If you go back to that Gartner Magic Quadrant, you can almost take every tool that was on there. In a way, GSK has had those tools implemented on smaller scales. We looked at Eggplant, we looked at Worksoft, we looked at every single platform that was out there and said, “Which of these is actually going to meet the needs of this organization?” We didn’t limit it; we had about 10 different software components we were looking at initially. We explored which of these can actually meet our needs? Which of these are best in class? Which of these do we believe are going to be sustainable in the long term and best able to deliver the ambition that we set out?
It was a wide search. We looked at everything in that Magic Quadrant and then we narrowed that down to the top three. We said, “Okay, which of these is really going to meet the needs?” Tricentis came out clearly as the top contender.
What were some of the concerns prioritizing the selection of Tricentis? And do you feel with the outcome that you’ve achieved that it was a well-thought decision to make to select Tricentis?
I think I probably touched on this in many ways, right? It was all around what can we do at the best price, delivering the right quality and delivering fast. Those were the ultimate criteria. Also, can it meet our regulatory expectations? Is the platform validated? Can we satisfy the needs of our regulatory authorities? Can we make sure that we’re protecting our business operations? And can we do it quickly?

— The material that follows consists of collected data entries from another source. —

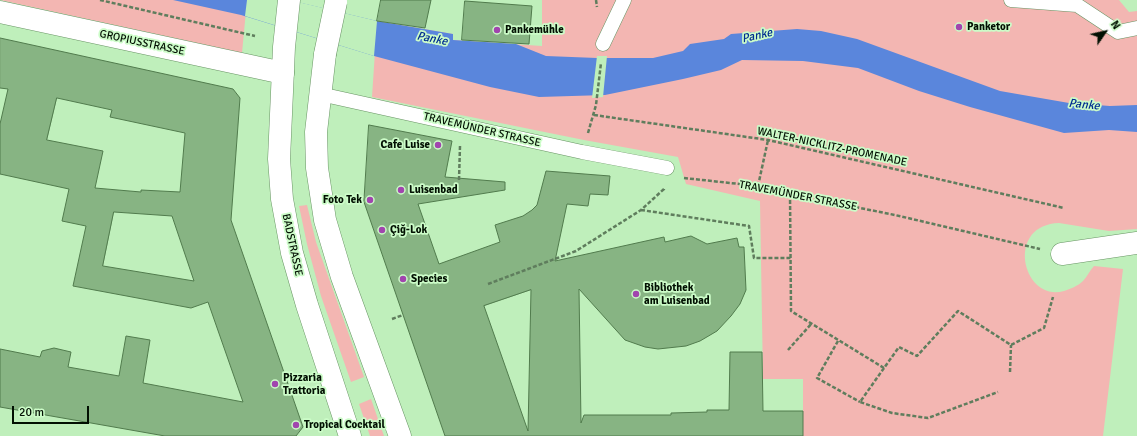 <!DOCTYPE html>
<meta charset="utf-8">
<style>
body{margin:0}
#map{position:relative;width:1137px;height:436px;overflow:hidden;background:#bfefbb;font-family:Signika,sans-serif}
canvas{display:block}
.north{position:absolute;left:1085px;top:12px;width:40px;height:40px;-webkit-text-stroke:3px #ccfcc8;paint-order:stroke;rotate:56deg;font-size:11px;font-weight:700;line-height:16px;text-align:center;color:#021002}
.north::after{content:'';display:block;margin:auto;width:14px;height:18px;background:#021002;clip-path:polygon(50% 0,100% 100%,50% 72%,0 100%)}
.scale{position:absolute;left:12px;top:406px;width:77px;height:18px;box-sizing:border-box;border:2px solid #021002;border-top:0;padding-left:5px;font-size:12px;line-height:14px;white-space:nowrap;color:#021002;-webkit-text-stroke:3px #ccfcc8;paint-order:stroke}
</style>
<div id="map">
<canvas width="1137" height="436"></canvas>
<div class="north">N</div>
<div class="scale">20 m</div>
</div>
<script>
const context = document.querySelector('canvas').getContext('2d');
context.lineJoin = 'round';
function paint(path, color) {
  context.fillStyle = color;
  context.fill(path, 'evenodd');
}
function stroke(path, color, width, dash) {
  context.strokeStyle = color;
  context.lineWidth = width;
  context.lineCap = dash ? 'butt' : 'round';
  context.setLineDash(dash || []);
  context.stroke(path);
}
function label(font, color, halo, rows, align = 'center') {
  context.font = font + ' Signika,sans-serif';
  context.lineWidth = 3.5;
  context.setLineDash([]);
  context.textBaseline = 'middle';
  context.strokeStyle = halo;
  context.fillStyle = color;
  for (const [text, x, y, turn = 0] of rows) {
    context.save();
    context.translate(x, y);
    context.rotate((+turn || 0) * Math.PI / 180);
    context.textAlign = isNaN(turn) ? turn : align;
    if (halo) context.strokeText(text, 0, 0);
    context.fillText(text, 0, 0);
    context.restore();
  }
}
const green = new Path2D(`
 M0,0H247L242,53Z
 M542,0H1119L1129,12L1137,11V229L1109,231L1059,223C1004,225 1023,303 1064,291C1070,289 1078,286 1083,281C1087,277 1090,270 1094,266L1123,269L1103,436H803V379H763L760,201L686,184L678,157L584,140L372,97L377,21L453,34V40L542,46Z
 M307,205L316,242L364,377L351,382L321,296L307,244L299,206Z
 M371,399L384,436H370L359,404Z`);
const water = new Path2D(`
 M173,0H289L377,21L453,34V40L516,44L546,56L597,58H653L683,51L690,44L724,39L731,34L797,29L821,31L857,39L1000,91L1069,103L1110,106L1137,105V132L1109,130L1064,133L970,107L919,91L858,68L803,61L742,60L721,70L683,79L605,95L539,97L490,87L374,56L241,15Z`);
const pier = new Path2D(`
 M247,0H290L377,21L374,56L245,16Z
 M597,56H607L603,97L592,98Z`);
const building = new Path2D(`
 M381,0H431L425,28L377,21Z
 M465,1L532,6L529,44L462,40Z
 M0,38L233,89L240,98L231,220L303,427L296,436H165L0,407V349L40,357L42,351L54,348L71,352L68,367L119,376L126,336L150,340L143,383L243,402L208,302L191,308L73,286L86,226L62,221L69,189L0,174V124L8,89L0,88ZM57,98L112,110L110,117L185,133L180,192L141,190V192L95,188L103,151L47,140ZM114,212L172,216L194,281L103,266Z
 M369,125L452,141L445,177L505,182V190L418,204L439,264L500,242L495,225L523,216L532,210L537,205L546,171L610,176L608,195L590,194L588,206L567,204L555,261L664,237L665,242L691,236L707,244L737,238L739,247H744L746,290L740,304L731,316L717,331L700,341L686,346L658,349L645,347L625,340L579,289L581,423L584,415H671V413L707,412V410H729L730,352H762L763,411H803V436H445L364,202ZM531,290L528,431L484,306Z`);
const path = new Path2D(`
 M100,0L255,36
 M596,0L597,7
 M594,115L768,140L1064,208
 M588,133L596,105L601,63
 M684,178L758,186L790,194L895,215L1040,249
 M459,180L460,146
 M758,186L768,140
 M790,194L791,311L884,368L899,347L917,356L958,311L1011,345L1044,328L1053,297
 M641,210L749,226L754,258H791
 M488,284L576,251L641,210L664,189V187
 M392,319L403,315
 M838,341L817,378L860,402
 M788,350L812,323
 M884,368L860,402L892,413L928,418L998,392
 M1010,372L1011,345`);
const service = new Path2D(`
 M1011,0L1077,5L1118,32L1137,28
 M603,44L624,0
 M320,94L582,152L667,168`);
const minor = new Path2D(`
 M0,12L283,73
 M1062,254L1137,243`);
const secondary = new Path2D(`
 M289,0L284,47L279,159L282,199L292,253L307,305L350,436
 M325,54L316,132L317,168L325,220L342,277L400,436`);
const secondaryBridge = new Path2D(`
 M325,54L336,2`);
const markers = [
 [959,27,4,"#a145ae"],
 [497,30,4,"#a145ae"],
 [438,145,4,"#a145ae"],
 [401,190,4,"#a145ae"],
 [370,200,4,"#a145ae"],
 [382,230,4,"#a145ae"],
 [403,279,4,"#a145ae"],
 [636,294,4,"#a145ae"],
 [275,384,4,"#a145ae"],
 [296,425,4,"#a145ae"]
];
const poiNames = [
 ["Panketor",967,27],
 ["Pankemühle",505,30],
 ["Cafe Luise",430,145,"right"],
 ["Luisenbad",409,190],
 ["Foto Tek",362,200,"right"],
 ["Çiğ-Lok",390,230],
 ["Species",411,279],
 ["Bibliothek",644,288],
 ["am Luisenbad",644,301],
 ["Pizzaria",283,378],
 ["Trattoria",283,391],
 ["Tropical Cocktail",304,425]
];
const streetNames = [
 ["GROPIUSSTRASSE",142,43,12],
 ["TRAVEMÜNDER STRASSE",482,130,13],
 ["WALTER-NICKLITZ-PROMENADE",832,147,12],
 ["TRAVEMÜNDER STRASSE",798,196,11],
 ["BADSTRASSE",292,245,78]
];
const waterNames = [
 ["Panke",757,36,-13],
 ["Panke",432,39,11],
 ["Panke",1084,105,5]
];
paint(green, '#f3b6b2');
paint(water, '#5a86dc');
paint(pier, '#bfefbb');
paint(building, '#87b483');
stroke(building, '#517b4d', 1);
stroke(service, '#689464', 15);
stroke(minor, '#689464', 23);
stroke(secondary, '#689464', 23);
stroke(path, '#5f7d5d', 2.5, [4, 2]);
stroke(service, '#fff', 14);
stroke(minor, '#fff', 22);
stroke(secondary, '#fff', 22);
stroke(secondaryBridge, '#689464', 23, []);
stroke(secondaryBridge, '#fff', 22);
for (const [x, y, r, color] of markers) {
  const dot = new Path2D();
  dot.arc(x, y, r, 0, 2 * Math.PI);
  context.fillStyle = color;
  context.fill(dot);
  stroke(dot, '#ccfcc8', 1.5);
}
label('bold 11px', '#021002', '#ccfcc8', poiNames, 'left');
label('11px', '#021002', '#ccfcc8', streetNames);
label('italic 12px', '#002d90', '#ccfcc8', waterNames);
</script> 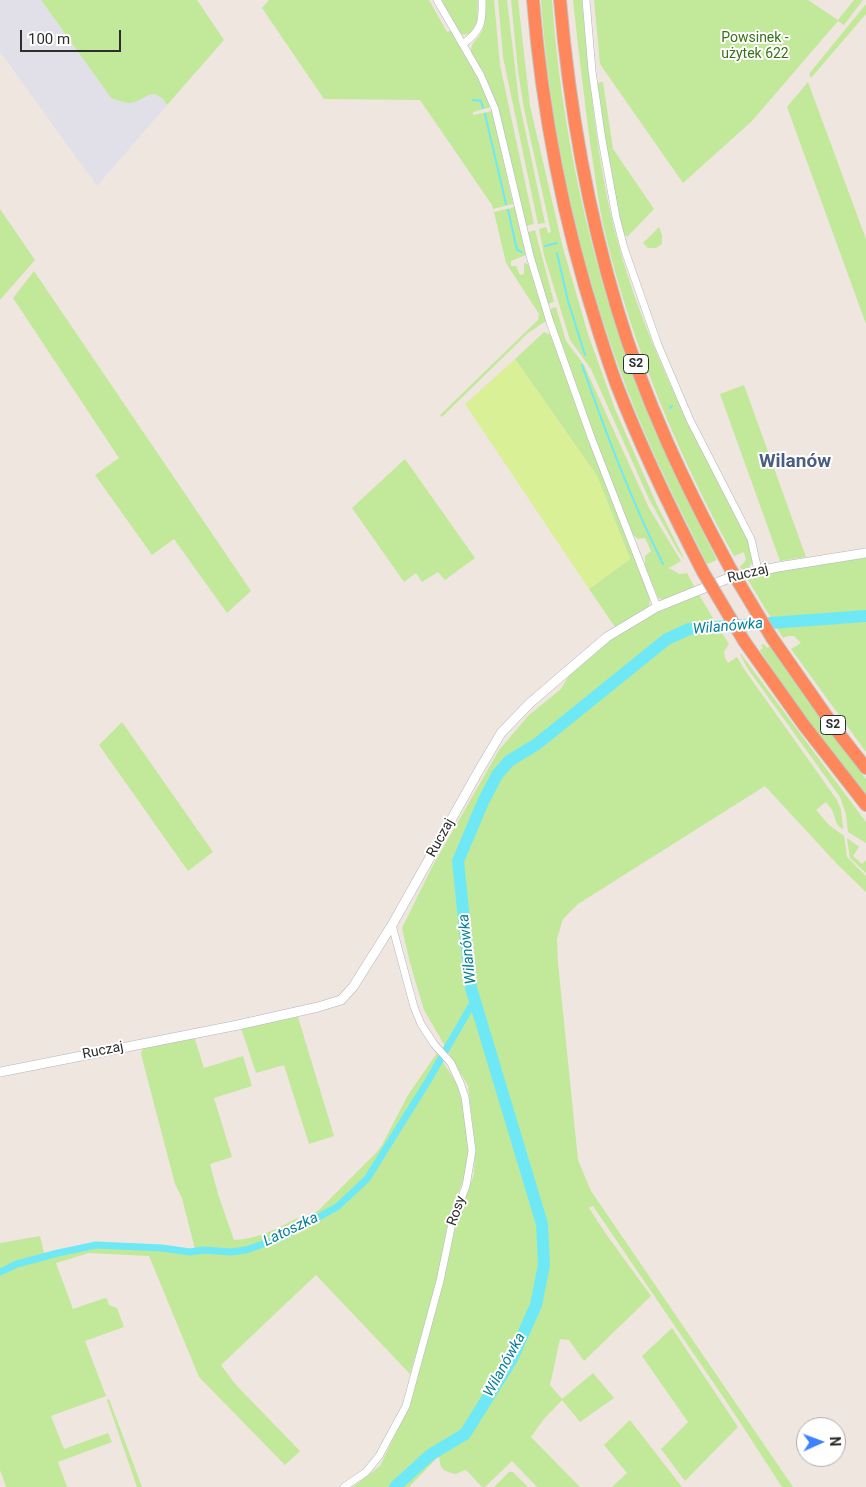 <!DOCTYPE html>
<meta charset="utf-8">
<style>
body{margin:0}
#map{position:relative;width:866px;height:1487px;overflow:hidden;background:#efe6e0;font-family:Roboto,sans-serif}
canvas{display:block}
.north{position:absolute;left:796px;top:1417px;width:50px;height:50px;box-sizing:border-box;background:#fff;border:1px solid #ababab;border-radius:50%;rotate:88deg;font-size:14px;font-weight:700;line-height:20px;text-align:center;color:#2e2e2e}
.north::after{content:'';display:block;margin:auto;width:18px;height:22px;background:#3e82ff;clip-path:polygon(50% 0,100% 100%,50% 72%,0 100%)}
.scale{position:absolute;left:20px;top:30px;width:101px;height:22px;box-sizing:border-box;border:2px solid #2e2e2e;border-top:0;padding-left:6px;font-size:15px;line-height:18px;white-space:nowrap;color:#2e2e2e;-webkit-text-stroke:4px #fff;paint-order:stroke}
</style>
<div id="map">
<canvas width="866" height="1487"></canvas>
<div class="north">N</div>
<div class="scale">100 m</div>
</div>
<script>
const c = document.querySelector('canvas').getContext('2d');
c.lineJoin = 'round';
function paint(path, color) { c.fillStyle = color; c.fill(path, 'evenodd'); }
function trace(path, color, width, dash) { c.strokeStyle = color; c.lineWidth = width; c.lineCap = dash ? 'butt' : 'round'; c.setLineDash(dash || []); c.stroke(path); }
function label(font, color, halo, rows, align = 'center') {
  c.font = font + ' Roboto,sans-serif'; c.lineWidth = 4; c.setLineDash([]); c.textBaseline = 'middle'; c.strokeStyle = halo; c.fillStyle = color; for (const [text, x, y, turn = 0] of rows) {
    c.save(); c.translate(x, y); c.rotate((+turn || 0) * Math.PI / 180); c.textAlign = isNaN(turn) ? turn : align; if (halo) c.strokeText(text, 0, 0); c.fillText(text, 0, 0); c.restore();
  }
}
const industrial = new Path2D(`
 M 0,0 L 41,0 L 111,98 L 126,103 L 134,103 L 146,95 L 155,94 L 163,99 L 167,105 L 97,186 L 0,52 Z`);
const green = new Path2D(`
 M 41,0 L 197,0 L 224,40 L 167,105 L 163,99 L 155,94 C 145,95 143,99 135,102 C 127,105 118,100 111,98 Z
 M 269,0 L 429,0 L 447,32 L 452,30 L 471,64 L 491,107 L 473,112 L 473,115 L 492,111 L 513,204 L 493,209 L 492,205 L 420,100 L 324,99 L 262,8 Z
 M 441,0 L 478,0 L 477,22 L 471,33 L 464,35 L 460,33 Z
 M 485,0 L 494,0 L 500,65 L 534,224 L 526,226 L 501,119 L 495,101 L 471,51 C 471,42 477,40 481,33 C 487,23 485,11 485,0 Z
 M 498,0 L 507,0 L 519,101 L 545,223 L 538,224 L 503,57 Z
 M 511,0 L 518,0 L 530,106 L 563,248 L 588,334 L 615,409 L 657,505 L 685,560 L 678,551 L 649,499 L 591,369 L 570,340 L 544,255 L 539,229 L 546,227 L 548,233 L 551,232 L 524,109 L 518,71 Z
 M 541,0 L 552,0 C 561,128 589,256 633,377 C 657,440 687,500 717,560 L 707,564 C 679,507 650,450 627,389 C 580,266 550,132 541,0 Z
 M 573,0 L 582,0 C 589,77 597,162 616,236 C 635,307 665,376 697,441 C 713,474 731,506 747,539 L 751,550 L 752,563 L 748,568 L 742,570 L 740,567 L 746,560 L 744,552 L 734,556 C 678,455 632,345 605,233 C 598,203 595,173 590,143 C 584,95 578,48 573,0 Z
 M 594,0 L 808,0 L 838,20 L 854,0 L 863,0 L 844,25 L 838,21 L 752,121 L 683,183 L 600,64 Z
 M 866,4 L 866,14 L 811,78 L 809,74 Z
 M 603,82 L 613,149 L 654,209 L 627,237 L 622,230 L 606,146 L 598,86 L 598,83 Z
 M 808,82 L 866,239 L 866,324 L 787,107 Z
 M 515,207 L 526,255 L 511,261 L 511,266 L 516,266 L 520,275 L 524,274 L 524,263 L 528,264 L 546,321 L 528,333 L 442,417 L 440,415 L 538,320 L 539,314 L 506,263 L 494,212 Z
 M 0,209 L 35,260 L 0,300 Z
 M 659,227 L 662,235 L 662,244 L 656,248 L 648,248 L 643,243 Z
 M 535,230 L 554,302 L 548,304 L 526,233 Z
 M 34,271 L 251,591 L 227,613 L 174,539 L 152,555 L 95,475 L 119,458 L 13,298 Z
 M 556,307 L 566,341 L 584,365 L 649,508 L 681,561 L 669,568 L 679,574 L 687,573 L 695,588 L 665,600 L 658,598 L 657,595 L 645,566 L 645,556 L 651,551 L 645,538 L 638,539 L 632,534 L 586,417 L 550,311 L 552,308 Z
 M 544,332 L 551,335 L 552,338 L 650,598 L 649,607 L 615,627 L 589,589 L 630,559 L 597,476 L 515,359 Z
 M 744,385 L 806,557 L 780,561 L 720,394 Z
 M 405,459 L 475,558 L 445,580 L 438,572 L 422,582 L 416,573 L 404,582 L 352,508 Z
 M 866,557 L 866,752 L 791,649 L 801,643 L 794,636 L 788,636 L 783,638 L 775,625 L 804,622 L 803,618 L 771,618 L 745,575 Z
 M 698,593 L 717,625 C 677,626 658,639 630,666 L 633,670 C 649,658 665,640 685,635 C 696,632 709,631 720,630 L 729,644 L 724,652 L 725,658 L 728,663 L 737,657 L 744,669 L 837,800 L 841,810 L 843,829 C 835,825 836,820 833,812 C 832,809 828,805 826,802 L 816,810 L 829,825 L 844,836 L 847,857 L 866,876 L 866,892 L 837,864 L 765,786 L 578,904 L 563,919 L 557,939 L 558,963 L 578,1160 L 591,1191 L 793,1487 L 782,1487 L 732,1410 L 593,1206 L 589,1208 L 606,1234 L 651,1296 L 584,1361 L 569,1340 L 560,1339 L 550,1385 L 562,1399 L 593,1373 L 614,1398 L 580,1422 L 562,1400 L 543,1420 L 531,1437 L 580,1487 L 537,1487 L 512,1461 L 485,1487 L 482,1487 L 466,1470 L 455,1474 C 441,1469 441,1471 439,1456 L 409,1487 L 353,1487 L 380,1466 L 409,1406 L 443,1282 L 456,1224 L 474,1174 L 475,1146 L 468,1086 L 424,1010 L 410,963 L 402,928 L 432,867 L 499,750 L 529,715 L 561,689 L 568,677 L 611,639 L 658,610 Z
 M 764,644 L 767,648 L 770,646 L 834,737 L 866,779 L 866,796 C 829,748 792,701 760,650 L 763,648 L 761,645 Z
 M 740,654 L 741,654 L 866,822 L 866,843 L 848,832 L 846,814 L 840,797 L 748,669 Z
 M 122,722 L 213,852 L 188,871 L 99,745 Z
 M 847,838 L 859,847 L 853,856 L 862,864 L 866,860 L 866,873 L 850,858 Z
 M 298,1017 L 334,1136 L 309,1144 L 284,1065 L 256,1073 L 241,1028 Z
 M 194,1036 L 204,1068 L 243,1056 L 252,1086 L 214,1098 L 232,1157 L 210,1164 L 218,1194 L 234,1240 C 257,1239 277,1229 297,1218 L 298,1222 L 319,1210 L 377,1152 L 382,1145 L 408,1095 L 437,1053 L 456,1082 L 462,1101 L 469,1152 L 464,1178 L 448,1221 L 438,1279 L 410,1374 L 316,1275 L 221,1365 L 236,1385 L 300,1451 L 285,1465 L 199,1377 L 149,1256 L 89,1253 L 56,1263 L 73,1309 L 105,1298 L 107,1299 L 109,1305 L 117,1308 L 124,1327 L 85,1341 L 106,1396 L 51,1416 L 64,1449 L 108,1433 L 112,1442 L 58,1462 L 67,1487 L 6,1487 L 0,1470 L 0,1243 L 40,1236 L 44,1253 L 67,1250 L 91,1243 L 195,1249 L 182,1198 L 175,1184 L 141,1054 L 143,1047 Z
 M 672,1328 L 738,1427 L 685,1481 L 661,1449 L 688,1422 L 642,1356 Z
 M 109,1399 L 142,1487 L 137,1487 L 107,1400 Z
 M 630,1420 L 682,1487 L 612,1487 L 627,1473 L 604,1445 Z
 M 509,1472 L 513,1472 L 528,1487 L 494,1487 Z`);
const pitch = new Path2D(`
 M 515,359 L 597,476 L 630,559 L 589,589 L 465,404 Z`);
const stream = new Path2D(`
 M 473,100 L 481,101 L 483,108
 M 485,114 L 506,204
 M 508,210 L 517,250 L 522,252
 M 545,246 L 557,243
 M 557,253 L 568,301 L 585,355
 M 582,365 C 606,433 631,500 663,564
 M 670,408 L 672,406`);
const canal = new Path2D(`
 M 0,1272 L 17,1264 L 58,1253 L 96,1245 L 162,1248 L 190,1252 L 203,1250 L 231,1252 L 246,1250 L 280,1238 L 337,1207 L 367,1179 L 428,1081 L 474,1001`);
const river = new Path2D(`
 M 395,1487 L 430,1455 L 465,1434 L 512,1359 L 536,1305 L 544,1265 L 542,1224 L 471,988 L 458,861 L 483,802 L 497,775 L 509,761 L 537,744 L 667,639 L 689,629 L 866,616`);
const minor = new Path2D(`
 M 437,0 L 481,76 L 495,109 L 530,256 L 550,322 L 591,437 L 657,607
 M 586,0 L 592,71 L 602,140 L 616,217 L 624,248 L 658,345 L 690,420 L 751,539 L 758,570
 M 463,44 C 481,31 483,22 482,0
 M 344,1487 L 366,1472 L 379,1456 L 406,1406 L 440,1281 L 452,1223 L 466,1186 L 472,1151 L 465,1097 L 461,1085 L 451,1063 L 434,1044 L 421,1024 L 414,1007 L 392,925`);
const tertiary = new Path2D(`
 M 0,1072 L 238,1025 L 318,1007 L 341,1000 L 353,987 L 392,925 L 478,772 L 501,733 L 530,703 L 607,637 L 657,607 L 734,576 L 778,567 L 866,553`);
const motorway = new Path2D(`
 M 533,0 C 542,111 563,220 597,326 C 603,345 609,364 616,383 C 641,448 671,510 703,572
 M 560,0 C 569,104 587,208 617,308 C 644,399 685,485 730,568
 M 772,638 L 837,731 L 866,768
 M 744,641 L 803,724 L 866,805`);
const motorwayBridge = new Path2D(`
 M 730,568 L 772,638
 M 703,572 L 744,641`);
const shields = [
 [636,364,25],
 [833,725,25]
];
const shieldNames = [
 ["S2",636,364],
 ["S2",833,725]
];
const parkNames = [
 ["Powsinek -",755,38],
 ["użytek 622",755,54]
];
const streetNames = [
 ["Ruczaj",748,574,-14],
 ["Ruczaj",441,838,-61],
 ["Ruczaj",103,1051,-11],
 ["Rosy",457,1211,-71]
];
const waterNames = [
 ["Wilanówka",728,627,-5],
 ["Wilanówka",468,949,-96],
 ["Latoszka",291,1230,-26],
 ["Wilanówka",505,1365,-61]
];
const districtNames = [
 ["Wilanów",795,462]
];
paint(industrial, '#e1e0e8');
paint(green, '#c2e89a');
paint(pitch, '#d9f096');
trace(stream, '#6fe8f6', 2);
trace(canal, '#6fe8f6', 7);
trace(river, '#6fe8f6', 12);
trace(minor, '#b0b5be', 8);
trace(tertiary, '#b0b5be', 10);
trace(motorway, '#c4c4c4', 14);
trace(minor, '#fff', 7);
trace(tertiary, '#fff', 9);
trace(motorway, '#ff875c', 12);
trace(motorwayBridge, '#c4c4c4', 14, []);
trace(motorwayBridge, '#ff875c', 12);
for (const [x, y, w] of shields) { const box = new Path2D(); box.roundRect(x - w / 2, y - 9.5, w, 19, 4); c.fillStyle = '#fff'; c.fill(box); trace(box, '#2e2e2e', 1); }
label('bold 12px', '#2e2e2e', null, shieldNames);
label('14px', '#397117', '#fff', parkNames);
label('14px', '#2e2e2e', '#fff', streetNames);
label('italic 15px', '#07809b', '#fff', waterNames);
label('bold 19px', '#4a5e82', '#fff', districtNames);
</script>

I think those were really the lenses that my team and I were applying to it. Tricentis was definitely the right decision for GSK. I wouldn’t hesitate to remake that decision. I think that it’s helped us achieve that ambition. We’ve proven it through what we’ve achieved over the last 24 months, both from the smoke pack, automated regression testing individual projects, and the automation artifacts that we built for those projects.
We’re exploring many other opportunities outside the SAP space as well, where we’re able to achieve similar benefits to those we’ve achieved in the SAP space. This isn’t specifically for SAP. This is something that we’ve scaled across the enterprise, and it’s delivering significant savings to the GSK organization as a whole.
Does this tool make sense for a smaller company with an IT department or 30 people across the entire business?
I guess that’s probably more of a commercial question than a capability question. The example I’ve given was a small product team. The skillset required to develop automation with Tosca specifically is much easier than you see with UFT or any other script-based automation tool. So, you can have an IT consultant do some training on Tosca, and they’ll be automating quickly.
Commercials aside, I think as long as you’ve got a team of people that you can leverage to learn the tool, then you’ll absolutely be able to achieve automation within a smaller organization. And you’ll be able to do that with the resources that you have in play today.